Viz 101 - Line Charts
My Visualizations (Viz) 101 series is intended for people who want to work in analytics or are just starting out. I will provide you with a description of many different types of visualizations, what they are best used for, and a technical guide on how to create them in Excel (because pretty much everyone uses Excel and has a copy available) and Tableau (because it's an amazing BI tool and Tableau Public is free). In each article I will walk you through a scenario with real-world, publicly available data to provide you with a framework of how you could answer similar questions on your own using various techniques and visualizations.
Why should you listen to me? Here are my credentials: I have a master's degree in Mathematical Finance. I've used Excel for over a decade and while I have used Tableau for considerably less time, I am a Tableau Desktop Certified Associate. I've been working for the past four years as an analyst and data architect for an academic medical center. I live and breathe data and how it is handled and presented is something that I am passionate about. Good enough? Great. Let's get going.
Line Charts
Line charts are common visualizations used to view things over time. Sometimes line charts can clearly show an upward or downward trend, or with enough data, a cyclical trend (think retail sales every Christmas season).

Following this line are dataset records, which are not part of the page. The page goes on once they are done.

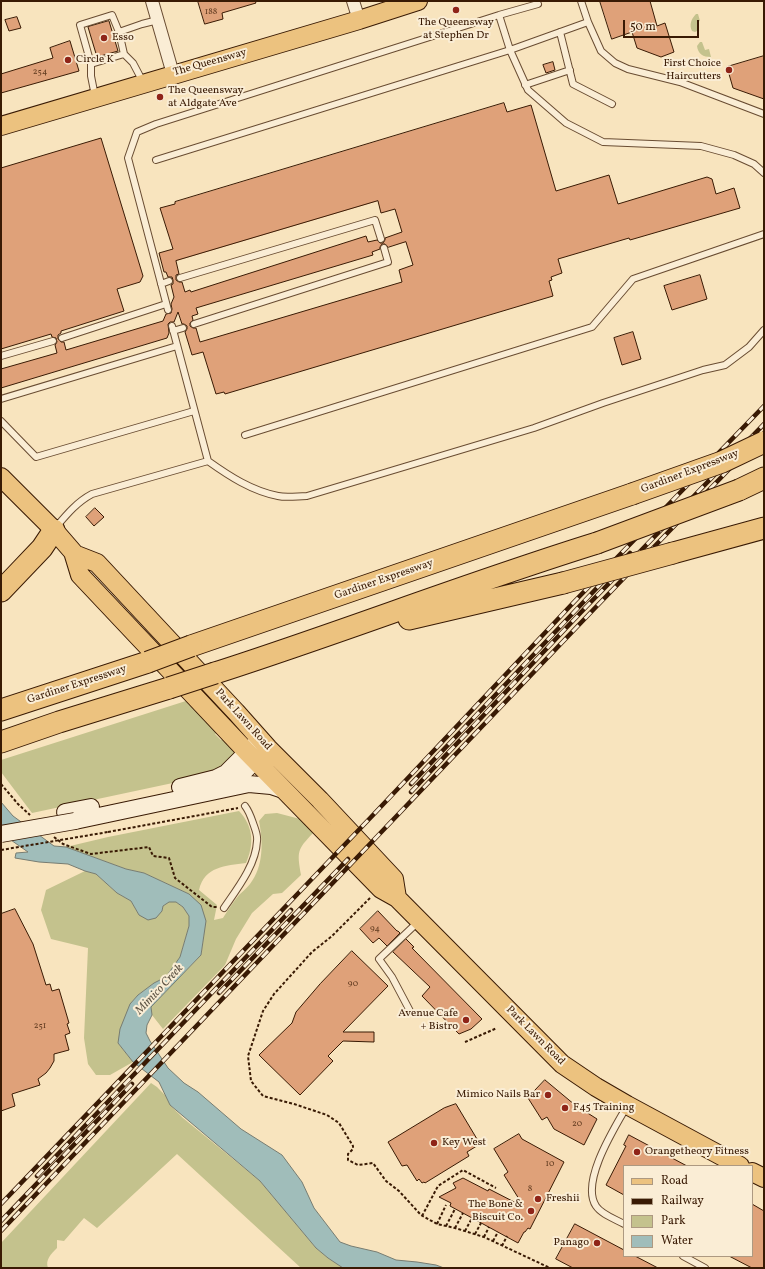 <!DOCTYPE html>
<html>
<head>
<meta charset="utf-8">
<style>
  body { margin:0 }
  #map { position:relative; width:765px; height:1269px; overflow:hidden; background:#f8e4be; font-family:Vollkorn,serif }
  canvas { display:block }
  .frame { position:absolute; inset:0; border:2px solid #391a04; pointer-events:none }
  .legend { position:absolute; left:623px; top:1165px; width:130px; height:92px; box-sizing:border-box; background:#faedd5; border:1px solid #ad9981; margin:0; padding:5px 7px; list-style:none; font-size:12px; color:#391a04 }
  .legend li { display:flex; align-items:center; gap:8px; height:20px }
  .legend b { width:20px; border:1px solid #ad9981 }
  .scale { position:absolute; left:623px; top:20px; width:76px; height:18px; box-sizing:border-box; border:2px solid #391a04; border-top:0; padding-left:5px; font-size:12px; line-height:14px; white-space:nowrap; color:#391a04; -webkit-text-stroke:3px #faedd5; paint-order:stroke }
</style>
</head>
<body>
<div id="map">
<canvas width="765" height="1269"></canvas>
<div class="frame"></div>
<ul class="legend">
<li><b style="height:5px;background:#ecc27f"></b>Road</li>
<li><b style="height:5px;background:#391a04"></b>Railway</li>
<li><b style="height:11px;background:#c4c28d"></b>Park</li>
<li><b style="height:11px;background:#a0bdba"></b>Water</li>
</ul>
<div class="scale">50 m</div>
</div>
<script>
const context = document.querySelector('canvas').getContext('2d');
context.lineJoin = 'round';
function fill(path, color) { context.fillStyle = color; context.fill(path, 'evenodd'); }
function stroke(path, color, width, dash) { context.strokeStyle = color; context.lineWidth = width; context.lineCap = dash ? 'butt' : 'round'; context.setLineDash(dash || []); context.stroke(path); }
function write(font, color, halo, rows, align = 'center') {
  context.font = font + ' Vollkorn,serif'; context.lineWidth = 4; context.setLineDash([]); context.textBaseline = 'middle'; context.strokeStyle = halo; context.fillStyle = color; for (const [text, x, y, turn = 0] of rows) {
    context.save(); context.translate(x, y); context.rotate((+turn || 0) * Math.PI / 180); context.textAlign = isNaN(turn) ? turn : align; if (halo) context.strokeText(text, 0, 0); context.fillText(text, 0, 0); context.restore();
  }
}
const green = new Path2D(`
  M696,14H698L700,21L697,22L699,30L695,32L692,31C689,25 691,19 696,14Z
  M700,42H702L705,50L709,49L711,57C703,57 698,54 697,46Z
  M189,700L218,732L215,734L221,740L224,738L234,751L235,755L215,774L32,813L1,772V760Z
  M239,811C254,827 254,845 246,863C225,866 205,866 199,890L217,905L214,920L223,918C228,910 233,902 239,895C243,891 247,888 250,884C264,866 263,841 259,821L265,814L277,813L300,819L313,833C297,850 297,851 301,875L282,893L273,894L252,913L236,939L225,965L163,1029L152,1015L151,1007L201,955L204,934L201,906L189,894L144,873L126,869L66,847L108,837Z
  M85,871L96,874L117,893L131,901L139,915L162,911L163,906L168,902H176L183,907L189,916V926L180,957L166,977L154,983L138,995L130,1004L118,1043L133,1062L110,1075H96L88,1064L84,1038L88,948L51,939L41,910L46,890Z
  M151,1083L157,1087L166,1096L170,1105L183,1118L260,1181L316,1248L328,1258L343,1268H301L177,1154L97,1228L84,1218L64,1241L57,1240V1248C51,1254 45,1260 48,1268H1V1243Z`);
const water = new Path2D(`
  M1,802L13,816L54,846L66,847L126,869L144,873L189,894L201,905L206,921L201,955L151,1007L152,1015L147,1025L146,1033L150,1041L168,1068L184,1083L198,1092L241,1129L282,1155L302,1182L314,1208L340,1242L351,1246L377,1252L396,1260L417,1262L436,1265L444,1268H343L328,1258L316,1248L260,1181L170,1105L159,1082L133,1062L118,1043L120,1029L130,1004L138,995L154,983L166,977L180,957L189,926V916L183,907L176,902H169L163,906L162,911L156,918L148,920L139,915L131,901L117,893L96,874L85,871L68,864L39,862L15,858L16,853L28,852L8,838L1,830Z`);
const building = new Path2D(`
  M198,1H255L256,3L222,13L223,19L205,24Z
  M600,1H650L657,26L665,23L674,52L661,57L637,48L632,32L612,39Z
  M17,17L21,28L9,31L5,20Z
  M109,21L118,51L97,57L88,27Z
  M70,41L79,71L1,93V74L53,58L50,48Z
  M764,56V99L733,88L727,67Z
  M553,62L555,70L546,73L543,65Z
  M504,103L507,112L531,105L556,191L609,175L618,204L707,177L712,179L716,194L734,188L740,208L630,240L629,238L558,259L562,273L551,277L552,280L549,281L553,296L225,394L224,392L216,394L203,352L192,355L185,332L187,329V326L184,324H182L178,312L174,322H170L168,324L169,333L167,338L1,388V369L57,353L55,345L57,342L56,338L52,337L51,334L1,349V168L101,138L143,276L140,282L117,289L124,311L61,331V333L58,335V339L61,342H64L66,350L163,321L166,314L171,313L172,309L171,304L174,297L171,285L173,284V280L172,277H168L166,272H164L159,253L173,249L160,208L175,204V202ZM378,201L381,213L395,209L402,232L385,238V240L383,243H380L377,240L368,242L366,236L191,292L190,290L185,292L182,282H179L176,280V275L179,274L176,261ZM406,242L413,265L399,270L402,282L200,342L196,328H193L190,326V323L193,320L192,316L198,314L196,308L373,255L372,252L380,249V247L382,244H385L388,247Z
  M700,275L707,299L672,310L664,286Z
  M633,332L641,359L622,365L614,338Z
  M95,508L104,517L94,526L86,517Z
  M15,909L33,944L46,985L50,984L52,991L59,989L69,1023L67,1024L70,1033L65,1035L69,1050L54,1054V1061L50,1068L46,1073L38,1079L40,1085L12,1094L15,1106L1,1111V914Z
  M378,911L397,931H398L400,933L387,946L379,938L373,943L360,929Z
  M406,939L414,947L412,948L482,1019L471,1029L459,1034L422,996L430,987L393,952Z
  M352,951L388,986L343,1032H374V1042L343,1041L328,1056L333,1061L300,1095L259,1055L292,1023L296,1012L320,984Z
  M545,1080L575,1105L597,1119L584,1145L554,1129L547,1117L542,1120L528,1098Z
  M456,1104L480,1144L467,1152L469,1156L425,1183L424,1182L422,1183L419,1179L417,1181L407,1165L402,1166L388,1142L444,1108Z
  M519,1134L522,1139L564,1162L530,1229L528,1228L525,1232H524L518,1243L450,1206L451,1203L439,1197L456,1188L453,1183L463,1178L488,1191L489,1189L524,1207L504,1175L508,1172L494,1149Z
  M629,1135L687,1166H624V1195L606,1185L626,1146L624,1145Z
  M752,1204L764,1211V1268H752L729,1256H752Z
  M575,1224L624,1250V1256H635L658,1268H573L556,1259Z`);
const path = new Path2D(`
  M1,784L18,804L30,815
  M108,832L238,808
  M54,837L63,844L91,854L149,847L153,856L169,858L175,878L212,907H217
  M370,898L332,936L312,952L274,994L263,1011L248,1056L251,1081L263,1096L294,1104L327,1115L339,1123L353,1146V1149L348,1154V1160L358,1165L373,1163L386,1181L399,1191L421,1215L437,1224L455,1228L484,1237L550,1268
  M465,1042L497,1028
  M422,1216L438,1186L463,1170L496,1188
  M437,1224L446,1205
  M446,1226L455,1209
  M455,1228L463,1213
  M465,1231L472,1218
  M475,1234L481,1223
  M484,1237L489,1227
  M493,1241L498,1232
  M502,1246L507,1236`);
const lane = new Path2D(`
  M581,1L588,22L510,50L528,90L566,123L603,142L701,146L734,155L754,164L764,173
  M588,22L601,51L615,63L628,69L680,82L764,114
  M119,32L142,24L158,20
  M560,32L573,84L612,104
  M124,54L133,63L143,82
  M91,64L124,54L119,32L112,15L80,25L91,64V76L95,96
  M525,85L570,70
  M156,160L510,50L499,15L538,4
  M180,278L375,220L381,239
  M161,284L169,281
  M168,310L128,158L137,132L156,124L499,15
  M194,324L388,262L384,248
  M172,326L208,461C229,476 252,491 278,496C287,498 298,496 307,496L534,428L603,403L703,370L725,365L749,347L764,330
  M173,331L183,328
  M62,338L166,304
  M1,356L53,341
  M1,399L177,346
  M1,421L36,457L194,411
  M245,435L592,327L633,279L764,234
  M56,527C67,514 77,502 92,494L208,461
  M224,908C237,889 256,865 257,841C258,835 255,829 253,823C251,817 249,811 245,806
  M410,1011L392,977L379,959L418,922
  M624,1224C615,1219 601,1214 596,1206C580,1182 615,1127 627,1106
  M683,1256L705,1268`);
const street = new Path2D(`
  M152,1L173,74
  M353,1L359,20`);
const secondary = new Path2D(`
  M224,784L241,775L265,751
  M180,787L216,778L226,773L256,743
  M65,812L91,807
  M75,821L249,784L271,786L286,791`);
const primary = new Path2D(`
  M1,126L359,20L418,1
  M1,477L54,530L73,552L80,575L247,752L381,889L397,898L562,1064L596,1087L627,1105L740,1166
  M74,554L97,563L236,712L268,748L320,800L394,879L397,898
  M752,1172L764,1178`);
const highway = new Path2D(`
  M739,490L764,478
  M673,553L764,528
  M1,591L42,548L54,530
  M409,619L563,583
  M191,646L632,494
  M215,673C343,632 468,583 597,543
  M1,710L148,662
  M1,742L59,722L169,688`);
const rail = new Path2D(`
  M411,784L630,553
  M411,792L586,607L764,424
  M219,993L348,859
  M37,1176L291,910
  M1,1204L374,814L574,602L764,406
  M1,1221L132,1084
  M1,1231L594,609L764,433`);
const pathBridge = new Path2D(`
  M1,850L108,832`);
const secondaryBridge = new Path2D(`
  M1,834L75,821`);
const highwayBridge = new Path2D(`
  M632,494L722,462L764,442
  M597,543L739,490
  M563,583L673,553
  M148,662L191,646
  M169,688L215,673`);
const markers = [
  [456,10,4,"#8f2418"],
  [104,38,4,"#8f2418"],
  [68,60,4,"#8f2418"],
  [729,70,4,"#8f2418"],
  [160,97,4,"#8f2418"],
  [466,1020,4,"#8f2418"],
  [548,1095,4,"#8f2418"],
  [565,1108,4,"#8f2418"],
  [434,1143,4,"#8f2418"],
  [637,1152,4,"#8f2418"],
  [538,1199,4,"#8f2418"],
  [531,1211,4,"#8f2418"],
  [597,1243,4,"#8f2418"]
];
const numberNames = [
  ["188",211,12],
  ["254",40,72],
  ["94",375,929],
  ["90",353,984],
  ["251",40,1026],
  ["20",577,1124],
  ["10",550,1164],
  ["8",530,1189]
];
const poiNames = [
  ["The Queensway",456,23,"center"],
  ["at Stephen Dr",456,36,"center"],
  ["Esso",112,38],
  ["Circle K",76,60],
  ["First Choice",721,64,"right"],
  ["Haircutters",721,77,"right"],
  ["The Queensway",168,91],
  ["at Aldgate Ave",168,104],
  ["Avenue Cafe",458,1014,"right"],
  ["+ Bistro",458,1027,"right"],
  ["Mimico Nails Bar",540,1095,"right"],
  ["F45 Training",573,1108],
  ["Key West",442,1143],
  ["Orangetheory Fitness",645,1152],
  ["Freshii",546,1199],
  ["The Bone &",523,1205,"right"],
  ["Biscuit Co.",523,1218,"right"],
  ["Panago",589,1243,"right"]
];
const streetNames = [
  ["The Queensway",210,63,-16],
  ["Gardiner Expressway",690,472,-21],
  ["Gardiner Expressway",384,580,-19],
  ["Gardiner Expressway",77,685,-18],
  ["Park Lawn Road",243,720,48],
  ["Park Lawn Road",535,1036,45]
];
const waterNames = [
  ["Mimico Creek",160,990,-47]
];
fill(green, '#c4c28d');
fill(water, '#a0bdba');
stroke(water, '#777c71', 1);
fill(building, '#dfa179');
stroke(building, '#391a04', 1);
stroke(lane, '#694c32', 8);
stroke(street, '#694c32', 14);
stroke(secondary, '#391a04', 18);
stroke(primary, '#391a04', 20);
stroke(highway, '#391a04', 23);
stroke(path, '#391a04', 2, [3, 2]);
stroke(lane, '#faedd5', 6);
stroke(street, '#faedd5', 12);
stroke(secondary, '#faedd5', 16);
stroke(primary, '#ecc27f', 18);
stroke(highway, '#ecc27f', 21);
stroke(rail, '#391a04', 4.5);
stroke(rail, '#faedd5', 3, [9]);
stroke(secondaryBridge, '#391a04', 18, []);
stroke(highwayBridge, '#391a04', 23, []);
stroke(pathBridge, '#391a04', 2, [3, 2]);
stroke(secondaryBridge, '#faedd5', 16);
stroke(highwayBridge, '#ecc27f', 21);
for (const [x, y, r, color] of markers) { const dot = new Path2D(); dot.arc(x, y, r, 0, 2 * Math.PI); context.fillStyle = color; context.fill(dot); stroke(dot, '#faedd5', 1.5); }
write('9px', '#623c21', null, numberNames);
write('11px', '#391a04', '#faedd5', poiNames, 'left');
write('11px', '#391a04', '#faedd5', streetNames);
write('italic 12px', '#5d5344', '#faedd5', waterNames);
</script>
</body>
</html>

Scenario and Data Retrieval
I am interested in investing in a particular company. I want to view the stock's performance over a long period of time to see if the stock price has been steadily increasing or decreasing over the past year and if it has outperformed the market.
The first step is going to be determining where I can get historical stock prices. There are multiple places, but one is Yahoo Finance (finance.yahoo.com). If you know the stock ticker for the company you want to evaluate, then you can replace both "TCKR"s in this URL and go to the stock's history directly (https://finance.yahoo.com/quote/TCKR/history?p=TCKR). If you do not know the ticker, then go to finance.yahoo.com and type in the company name in the Quote Lookup box. I am going to look up Keurig Dr Pepper (KDP) in the Quote Lookup.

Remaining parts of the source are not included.